EXERCISE PROMPT: Using the entries below, show all lines with the string "canvas".

DATASET EXCERPTS:
···

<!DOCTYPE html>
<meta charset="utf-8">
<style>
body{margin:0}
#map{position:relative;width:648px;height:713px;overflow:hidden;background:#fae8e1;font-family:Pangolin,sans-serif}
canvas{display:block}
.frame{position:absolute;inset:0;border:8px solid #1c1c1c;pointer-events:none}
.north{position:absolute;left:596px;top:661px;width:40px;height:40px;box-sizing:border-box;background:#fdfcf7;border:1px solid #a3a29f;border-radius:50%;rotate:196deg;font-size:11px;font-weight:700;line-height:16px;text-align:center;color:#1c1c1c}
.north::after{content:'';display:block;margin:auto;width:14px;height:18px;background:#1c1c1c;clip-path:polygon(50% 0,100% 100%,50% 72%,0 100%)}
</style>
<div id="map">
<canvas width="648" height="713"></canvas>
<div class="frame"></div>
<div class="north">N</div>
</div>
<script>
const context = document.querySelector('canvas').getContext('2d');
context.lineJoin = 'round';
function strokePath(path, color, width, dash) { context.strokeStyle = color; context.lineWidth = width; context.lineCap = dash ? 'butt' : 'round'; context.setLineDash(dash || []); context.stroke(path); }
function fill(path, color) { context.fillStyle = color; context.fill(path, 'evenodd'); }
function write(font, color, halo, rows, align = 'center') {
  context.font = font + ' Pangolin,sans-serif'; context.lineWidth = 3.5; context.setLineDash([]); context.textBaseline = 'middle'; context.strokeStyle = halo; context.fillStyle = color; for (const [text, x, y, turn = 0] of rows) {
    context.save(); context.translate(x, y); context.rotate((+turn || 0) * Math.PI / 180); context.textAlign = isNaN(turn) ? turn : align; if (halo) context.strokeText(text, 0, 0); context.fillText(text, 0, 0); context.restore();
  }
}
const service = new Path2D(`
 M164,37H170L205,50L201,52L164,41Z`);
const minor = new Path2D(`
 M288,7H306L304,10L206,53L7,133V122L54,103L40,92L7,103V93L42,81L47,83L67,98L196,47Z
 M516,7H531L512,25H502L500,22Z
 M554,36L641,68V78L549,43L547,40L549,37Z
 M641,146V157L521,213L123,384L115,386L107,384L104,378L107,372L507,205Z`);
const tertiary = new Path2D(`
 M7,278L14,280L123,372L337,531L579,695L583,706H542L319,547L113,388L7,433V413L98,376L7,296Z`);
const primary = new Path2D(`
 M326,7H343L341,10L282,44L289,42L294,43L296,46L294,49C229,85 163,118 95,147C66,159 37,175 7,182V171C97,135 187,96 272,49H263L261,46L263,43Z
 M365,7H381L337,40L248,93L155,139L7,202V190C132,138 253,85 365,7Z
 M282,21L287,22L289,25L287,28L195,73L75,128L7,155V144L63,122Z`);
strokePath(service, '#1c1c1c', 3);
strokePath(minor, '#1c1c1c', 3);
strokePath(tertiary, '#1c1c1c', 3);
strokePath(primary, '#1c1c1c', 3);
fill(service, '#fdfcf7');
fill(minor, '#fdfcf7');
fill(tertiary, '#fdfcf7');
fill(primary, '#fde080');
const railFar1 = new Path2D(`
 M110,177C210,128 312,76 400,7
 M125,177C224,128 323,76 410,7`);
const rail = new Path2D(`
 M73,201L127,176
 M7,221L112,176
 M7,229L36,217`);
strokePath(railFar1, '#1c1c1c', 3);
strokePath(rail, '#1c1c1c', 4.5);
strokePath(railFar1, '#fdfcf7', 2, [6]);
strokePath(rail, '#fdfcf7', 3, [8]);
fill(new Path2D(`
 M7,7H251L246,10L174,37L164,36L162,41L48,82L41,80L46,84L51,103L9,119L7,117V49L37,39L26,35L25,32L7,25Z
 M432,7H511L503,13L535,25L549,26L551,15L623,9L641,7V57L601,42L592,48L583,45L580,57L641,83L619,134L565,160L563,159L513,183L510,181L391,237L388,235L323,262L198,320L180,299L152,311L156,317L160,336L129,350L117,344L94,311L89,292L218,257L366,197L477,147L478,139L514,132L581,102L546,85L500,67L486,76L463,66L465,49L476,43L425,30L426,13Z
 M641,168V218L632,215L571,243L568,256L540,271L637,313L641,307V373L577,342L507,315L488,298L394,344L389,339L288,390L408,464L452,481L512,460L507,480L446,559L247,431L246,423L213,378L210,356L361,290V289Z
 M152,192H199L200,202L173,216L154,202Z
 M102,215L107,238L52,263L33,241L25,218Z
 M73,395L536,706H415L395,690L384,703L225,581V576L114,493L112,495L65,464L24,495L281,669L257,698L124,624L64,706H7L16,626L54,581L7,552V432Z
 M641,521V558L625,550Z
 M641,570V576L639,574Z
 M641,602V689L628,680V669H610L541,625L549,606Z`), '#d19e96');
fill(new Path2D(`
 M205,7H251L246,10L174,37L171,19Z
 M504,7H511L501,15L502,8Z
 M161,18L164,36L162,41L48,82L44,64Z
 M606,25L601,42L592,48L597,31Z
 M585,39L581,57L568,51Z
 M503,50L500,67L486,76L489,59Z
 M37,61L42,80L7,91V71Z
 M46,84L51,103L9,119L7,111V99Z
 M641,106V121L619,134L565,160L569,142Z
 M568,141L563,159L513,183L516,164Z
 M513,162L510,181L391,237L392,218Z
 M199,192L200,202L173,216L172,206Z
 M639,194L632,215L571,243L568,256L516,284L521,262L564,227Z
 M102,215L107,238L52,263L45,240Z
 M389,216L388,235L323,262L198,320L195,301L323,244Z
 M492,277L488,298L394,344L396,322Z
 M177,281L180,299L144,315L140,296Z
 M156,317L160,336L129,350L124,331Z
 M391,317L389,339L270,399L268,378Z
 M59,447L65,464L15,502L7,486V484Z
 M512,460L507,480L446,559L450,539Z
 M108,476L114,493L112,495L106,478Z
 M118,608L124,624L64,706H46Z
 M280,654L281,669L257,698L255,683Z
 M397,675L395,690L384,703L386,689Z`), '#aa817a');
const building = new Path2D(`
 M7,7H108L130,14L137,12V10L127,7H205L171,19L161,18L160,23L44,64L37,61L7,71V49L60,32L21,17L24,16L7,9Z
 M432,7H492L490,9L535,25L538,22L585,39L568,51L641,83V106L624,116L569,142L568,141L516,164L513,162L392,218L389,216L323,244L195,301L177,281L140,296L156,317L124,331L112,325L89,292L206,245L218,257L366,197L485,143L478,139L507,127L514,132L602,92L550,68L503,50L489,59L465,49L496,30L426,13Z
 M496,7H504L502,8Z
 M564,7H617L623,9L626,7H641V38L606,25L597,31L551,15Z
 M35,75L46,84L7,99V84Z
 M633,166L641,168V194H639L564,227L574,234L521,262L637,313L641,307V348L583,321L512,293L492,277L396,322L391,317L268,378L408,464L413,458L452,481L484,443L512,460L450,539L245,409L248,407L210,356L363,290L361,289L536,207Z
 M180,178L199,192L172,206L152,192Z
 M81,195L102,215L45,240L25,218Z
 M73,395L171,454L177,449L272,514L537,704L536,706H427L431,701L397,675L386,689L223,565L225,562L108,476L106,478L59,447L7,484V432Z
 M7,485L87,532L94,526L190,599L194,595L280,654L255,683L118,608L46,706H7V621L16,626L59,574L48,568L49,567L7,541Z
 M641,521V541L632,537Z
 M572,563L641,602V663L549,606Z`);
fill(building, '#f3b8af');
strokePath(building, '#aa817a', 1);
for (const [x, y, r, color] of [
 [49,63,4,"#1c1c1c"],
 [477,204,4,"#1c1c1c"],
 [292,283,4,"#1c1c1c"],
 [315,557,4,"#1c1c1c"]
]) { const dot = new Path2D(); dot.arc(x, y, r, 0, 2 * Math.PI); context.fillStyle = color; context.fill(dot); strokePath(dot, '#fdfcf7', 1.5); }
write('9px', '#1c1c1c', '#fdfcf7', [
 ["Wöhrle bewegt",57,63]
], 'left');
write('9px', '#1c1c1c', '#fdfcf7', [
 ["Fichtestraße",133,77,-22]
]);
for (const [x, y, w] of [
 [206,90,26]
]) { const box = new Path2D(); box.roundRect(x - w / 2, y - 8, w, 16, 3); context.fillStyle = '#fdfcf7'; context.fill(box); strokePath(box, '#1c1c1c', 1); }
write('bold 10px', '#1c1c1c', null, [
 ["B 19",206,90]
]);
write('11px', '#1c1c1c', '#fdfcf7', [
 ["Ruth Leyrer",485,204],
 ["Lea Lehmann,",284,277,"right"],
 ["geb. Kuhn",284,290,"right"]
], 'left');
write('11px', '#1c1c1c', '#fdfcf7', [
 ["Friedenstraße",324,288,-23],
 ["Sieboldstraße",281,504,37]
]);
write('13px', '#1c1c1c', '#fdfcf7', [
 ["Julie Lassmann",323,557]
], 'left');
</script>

···

EXERCISE RESULT:
canvas{display:block}
<canvas width="648" height="713"></canvas>
const context = document.querySelector('canvas').getContext('2d');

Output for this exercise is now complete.